When we set up the system people kept saying things like ‘its not cost effective’ or ‘if I share patient data with other groups it’s going to hurt my business and it’s going to help my competitor’, and this is coming from the senior executives of all the hospitals. But what we learned over time was it doesn’t hurt hospitals from a competitive standpoint to make this data available to all hospitals in an exchange and it sure as hell does help the patients and gives doctors a chance to do the right thing. So believe it or not, even something that obvious was like a revelation. It was difficult for hospital executives to understand that the actual differentiating factor that determines if a person goes to this place or that is how easy it is to park.
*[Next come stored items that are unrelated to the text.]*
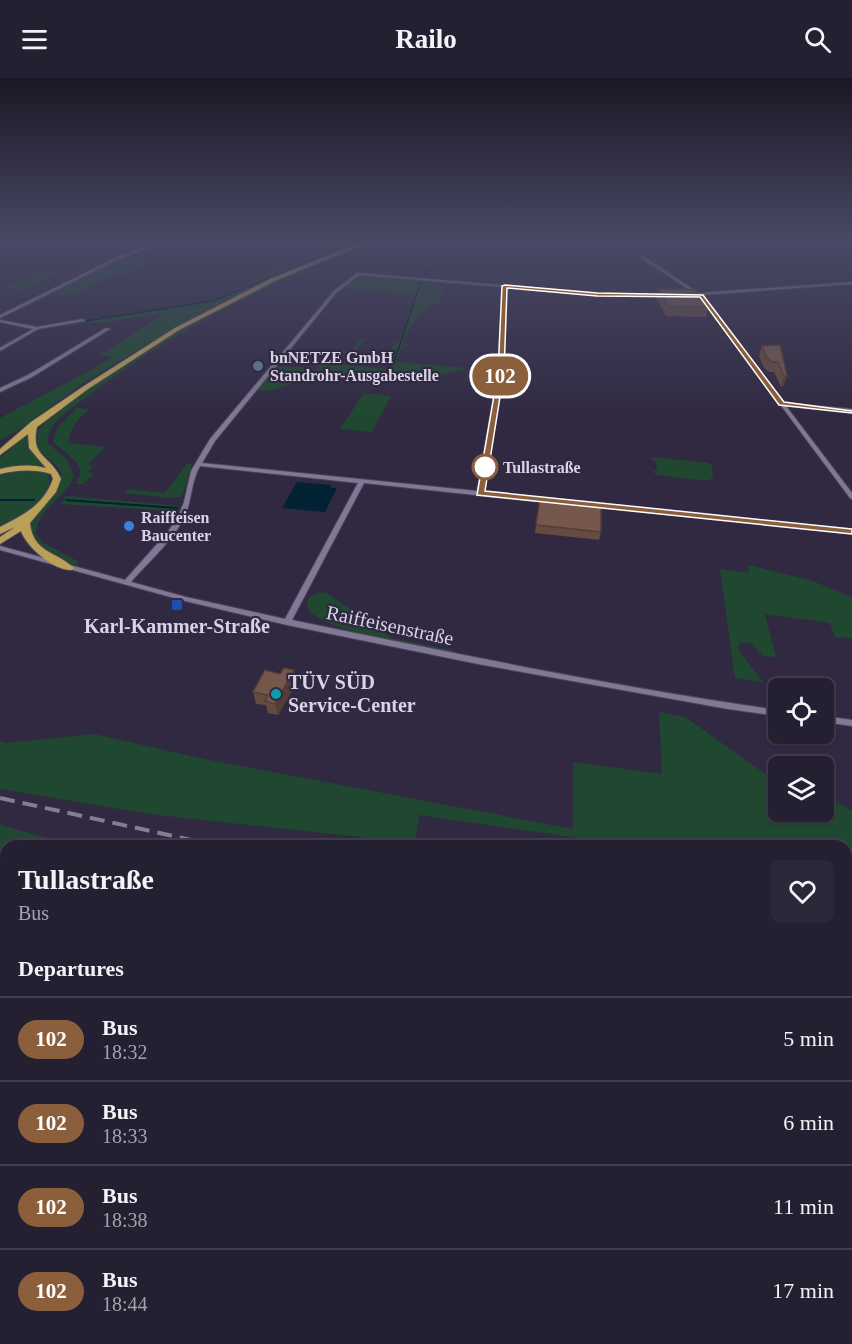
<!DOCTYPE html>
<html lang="en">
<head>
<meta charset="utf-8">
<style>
	:root { --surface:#251f32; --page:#2d273a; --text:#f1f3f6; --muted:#a3a2ac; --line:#423d4d }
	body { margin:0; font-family:Georgia,serif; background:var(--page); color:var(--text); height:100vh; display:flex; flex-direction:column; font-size:22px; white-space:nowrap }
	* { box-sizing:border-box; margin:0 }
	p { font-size:20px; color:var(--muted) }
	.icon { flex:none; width:33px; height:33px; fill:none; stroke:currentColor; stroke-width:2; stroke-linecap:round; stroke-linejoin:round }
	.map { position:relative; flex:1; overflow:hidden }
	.side { position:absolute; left:0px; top:762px; width:852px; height:504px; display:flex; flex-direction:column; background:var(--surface); border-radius:18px 18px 0 0; box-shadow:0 2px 4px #0004,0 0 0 2px var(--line) }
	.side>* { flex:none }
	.badge { padding:0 12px; border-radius:20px; font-size:21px; line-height:39px }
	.controls { position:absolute; left:768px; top:600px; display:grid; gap:12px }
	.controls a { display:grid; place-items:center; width:66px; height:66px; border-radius:9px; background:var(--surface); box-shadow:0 2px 4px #0004,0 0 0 2px var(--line); font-size:30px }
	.map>.badge { position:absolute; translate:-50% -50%; box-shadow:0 0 0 3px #fff }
	h2 { padding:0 18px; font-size:22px; line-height:54px }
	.round { display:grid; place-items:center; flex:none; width:63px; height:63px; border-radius:9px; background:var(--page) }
	.headline { display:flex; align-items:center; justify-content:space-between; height:102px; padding:0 18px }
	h1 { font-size:28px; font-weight:700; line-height:45px }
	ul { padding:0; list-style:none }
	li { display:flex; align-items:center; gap:18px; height:84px; padding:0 18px; border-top:2px solid var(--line) }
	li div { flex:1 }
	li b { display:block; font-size:22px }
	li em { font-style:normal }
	li .badge { min-width:66px; font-weight:700; text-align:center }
	header { display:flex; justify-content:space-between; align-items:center; height:78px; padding:0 18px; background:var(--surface); font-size:27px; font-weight:700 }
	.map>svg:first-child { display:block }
</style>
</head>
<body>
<header><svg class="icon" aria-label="menu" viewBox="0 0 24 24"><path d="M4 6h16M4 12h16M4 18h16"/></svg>Railo<svg class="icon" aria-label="search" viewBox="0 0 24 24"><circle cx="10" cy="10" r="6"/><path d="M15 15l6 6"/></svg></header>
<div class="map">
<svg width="852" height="1266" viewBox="0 0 852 1266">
	<rect width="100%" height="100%" fill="#312942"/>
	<path fill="#204830" d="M360,161H371L283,196L198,236L88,302L17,353L0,362V340L102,286L112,279L99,277L164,236C146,236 90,250 78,243L211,223L271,195Z
		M378,161H382C277,201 177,249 88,318C73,330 46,344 48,365L68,383L74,398C66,419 37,432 36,455L42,464L79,484L75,487C53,479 39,472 29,450C37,430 58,418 62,397C56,382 40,378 34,364L39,351L45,345C144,264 258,205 378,161Z
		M123,181L151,183L123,197L114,196L73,218L51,215Z
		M37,194L57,195L24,212L2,210Z
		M359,198L439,204L436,209H445L439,217L443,218L438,226L432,225L425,235H420L402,264L410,267L402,268L396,284L468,290L442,296L441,299L433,298L429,306L314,295L320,285L387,291L393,283L391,280L332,274L334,272L350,273L361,261H366L355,275L388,277L395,264H399L415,217L342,210Z
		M277,288L310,290L300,303L274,312L256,313Z
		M364,315L391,318L372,354L340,351Z
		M77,330L90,331C78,340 70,350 68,365L106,369L88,386L93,388L88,394L94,396L83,406H76L81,393L76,383L53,364L57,350Z
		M29,355V370L48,390L22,388L0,393V380Z
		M653,379L708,385L712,387L713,400L706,403L657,397L652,393H657L655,382L650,381Z
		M187,386H192L182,419L170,420L125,415L128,411L165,415Z
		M23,390L48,396C58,417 15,442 0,451V396Z
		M67,418L179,428L176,433L60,426Z
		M748,487L810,502L852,519V560L835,559L830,545L765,536L776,579L763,578L750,565H740L738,571L763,604L735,600L720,491L749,495Z
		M325,514L392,560L455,573V575C437,572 289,550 309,521C312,516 318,515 325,514Z
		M659,634L685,639L778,705V734H824V717L852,733V822L846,821V768H612L572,759L419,737L415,765L149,736L0,711V663L6,665L94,656L204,681L573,751V684L662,696Z
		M0,747L77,768H6V892L0,891Z
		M846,947L852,948V1103L846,1102Z
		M33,1260H184L181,1266H30Z
		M347,1260H495V1266H366Z
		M608,1260H673V1266H611Z"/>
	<path fill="#022132" d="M297,404L331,407L330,410H337L325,434L282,430Z"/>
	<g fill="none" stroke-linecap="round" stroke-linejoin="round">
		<path stroke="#022132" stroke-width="1.5" d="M423,199L458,161
			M85,243L213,223L362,161
			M383,299L395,281L421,203"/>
		<path stroke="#022132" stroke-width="2" d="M0,422H34
			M66,422L177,430"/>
		<defs>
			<path id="minor" d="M148,168L151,169L117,182L0,240V237L115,180Z
				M641,178H643L699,215L852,204V206L702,217L784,325L852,331V335L786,328L852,415V421L850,420L700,219L698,218H687V216L694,215L641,180Z
				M357,195L597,215L668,216L670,217L668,218L597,217L507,210L504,294L483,414L550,421L553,423L550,425L364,405L292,542C453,575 615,609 778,632V638L728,631L478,586L287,547L185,523L0,472V468L125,502L167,455L178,439L184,424L191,393L210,361L334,213ZM359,197L503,209L498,294L477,413L202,385L215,363L336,215ZM200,388L358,405L285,541L186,519L131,504C149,483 173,463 185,438C192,422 191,403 200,388Z
				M83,241L85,243L38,251L0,273V270L33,251L0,244V242L37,249Z
				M106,250L110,251L32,299L0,314V310L28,297Z
				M591,425L852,452V456L589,428V426Z
				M824,638L852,642V648L824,644Z
				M0,905L6,906V918L0,917Z
				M6,1092V1108L0,1110V1094Z
				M846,1114L852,1116V1130L846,1128Z"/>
			<path id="major" d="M370,161H376L275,203L179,252L88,311L37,349C30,380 51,377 61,401L56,414L30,445C33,475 56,473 74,490L72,492C56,494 26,469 21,453L0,466V459L15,449L0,456V449C23,437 43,428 53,401L51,396C33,391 18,392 0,396V391C16,387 31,386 46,390L29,370L28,356L0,377V371L31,344L84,308L175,250L272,200Z"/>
		</defs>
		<use href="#minor" stroke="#4b4459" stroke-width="2"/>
		<use href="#major" stroke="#4b4459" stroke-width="2"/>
		<use href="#minor" fill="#807895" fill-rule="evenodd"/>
		<use href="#major" fill="#b9a058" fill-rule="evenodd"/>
		<path stroke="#847e93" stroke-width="4" stroke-dasharray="15 8" stroke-linecap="butt" d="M0,720L219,768
			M846,915L852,916"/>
	</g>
	<path fill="#654b40" d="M658,211L708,229L706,239L666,238L656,220Z
		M780,267L787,298L783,308L781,309L774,294H769L764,290L759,278L762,268Z
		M540,420L601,454L599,462L535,455Z
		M294,592L297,604L278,637L268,635L266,627L256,626L253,614L280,596Z"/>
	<path fill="#533d34" d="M784,298H787L783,308L781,309Z
		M294,592L297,604L278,637L275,626Z
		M0,999L1,1000L3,1010L0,1015Z"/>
	<path fill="#76574b" stroke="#533d34" stroke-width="1.5" d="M658,211L696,212L708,229H669Z
		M780,267L787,298H784L778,284H772L767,280L762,268Z
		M540,420L601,426V454L536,447Z
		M284,590L294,592L275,626L265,623L268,617L253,614L265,592L280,596Z"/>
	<linearGradient id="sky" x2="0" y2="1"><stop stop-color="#1b1724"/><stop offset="0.48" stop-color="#484965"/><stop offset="1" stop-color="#484965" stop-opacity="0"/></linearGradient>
	<rect width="852" height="338" fill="url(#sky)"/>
	<path fill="#8b5e3c" stroke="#fff" stroke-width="1.5" d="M505,207L597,215L703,217L784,324L852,333V335L779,327L700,219L597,218L507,210L504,294L485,413L852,451V456L477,417L498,294L502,208Z"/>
	<circle fill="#5c6f8a" stroke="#312942" stroke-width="2" cx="258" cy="288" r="6"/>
	<circle fill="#fff" stroke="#8b5e3c" stroke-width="3" cx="485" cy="389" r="12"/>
	<circle fill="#3f7fe0" stroke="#312942" stroke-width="2" cx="129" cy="448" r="6"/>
	<rect fill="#1a4fb4" stroke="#312942" stroke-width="2" x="171" y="521" width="12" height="12" rx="3"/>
	<circle fill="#0f9aa8" stroke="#312942" stroke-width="2" cx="276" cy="616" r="6"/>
	<g text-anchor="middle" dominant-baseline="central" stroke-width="4.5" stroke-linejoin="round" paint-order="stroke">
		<g font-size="16" font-weight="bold" fill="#d8d4e4" stroke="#312942" text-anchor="start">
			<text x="270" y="279">bnNETZE GmbH<tspan x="270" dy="18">Standrohr-Ausgabestelle</tspan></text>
			<text x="141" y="439">Raiffeisen<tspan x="141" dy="18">Baucenter</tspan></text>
		</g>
		<g font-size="16" font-weight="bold" fill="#d8d4e4" stroke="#312942" text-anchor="start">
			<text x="503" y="389">Tullastraße</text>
		</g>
		<g font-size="20" fill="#d8d4e4" stroke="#312942">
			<text transform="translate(390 547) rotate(12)">Raiffeisenstraße</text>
		</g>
		<g font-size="20" font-weight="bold" fill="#d8d4e4" stroke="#312942">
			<text x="177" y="548">Karl-Kammer-Straße</text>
			<text x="288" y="604" text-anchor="start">TÜV SÜD<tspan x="288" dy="23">Service-Center</tspan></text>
		</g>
	</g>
</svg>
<div class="controls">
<a><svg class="icon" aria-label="locate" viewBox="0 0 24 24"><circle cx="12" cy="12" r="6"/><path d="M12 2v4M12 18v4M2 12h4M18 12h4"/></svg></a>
<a><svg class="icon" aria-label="layers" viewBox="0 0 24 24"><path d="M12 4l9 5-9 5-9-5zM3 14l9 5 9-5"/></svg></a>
</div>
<b class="badge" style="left:500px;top:298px;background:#8b5e3c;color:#fff">102</b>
<section class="side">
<div class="headline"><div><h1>Tullastraße</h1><p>Bus</p></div><a class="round"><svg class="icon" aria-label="heart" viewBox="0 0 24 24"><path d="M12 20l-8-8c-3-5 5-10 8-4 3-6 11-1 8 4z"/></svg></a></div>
<h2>Departures</h2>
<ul>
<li><span class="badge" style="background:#8b5e3c;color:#fff">102</span><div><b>Bus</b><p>18:32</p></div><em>5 min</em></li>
<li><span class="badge" style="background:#8b5e3c;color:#fff">102</span><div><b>Bus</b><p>18:33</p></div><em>6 min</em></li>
<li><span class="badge" style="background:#8b5e3c;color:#fff">102</span><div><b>Bus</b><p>18:38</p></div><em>11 min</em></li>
<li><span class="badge" style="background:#8b5e3c;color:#fff">102</span><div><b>Bus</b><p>18:44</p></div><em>17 min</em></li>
</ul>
</section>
</div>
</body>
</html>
We are not in the economics business, we are in the trust business, and all of this stuff is about trust because you can’t develop these new emerging business models if you don’t trust the people. So this project was all about trust, and all about return on investment, and the only way to really get return on your investment is to keep investment low. I can point you to a HIMSS address given by Governor Bredeson which I live by in which he made three key points. The first was build version 1.0 first, the simplest version possible, and as the Governor put it to the HIMSS audience, “I am afraid they are asking you to build version 6.0 before you build version 1.0.” The second thing was do one or two things really well to show you can make a difference, so we knew the common pain point, where all of the hospitals had a common interest was in the emergency departments with indigent care, because not only did the EDs know who their frequent flyers were, they also discovered that the frequent fliers were the same people at all of the EDs.
About ten years from now talking about this is going to be as dumb as talking about the Internet. Kids are going to be like, ‘duh, of course you make this data available!’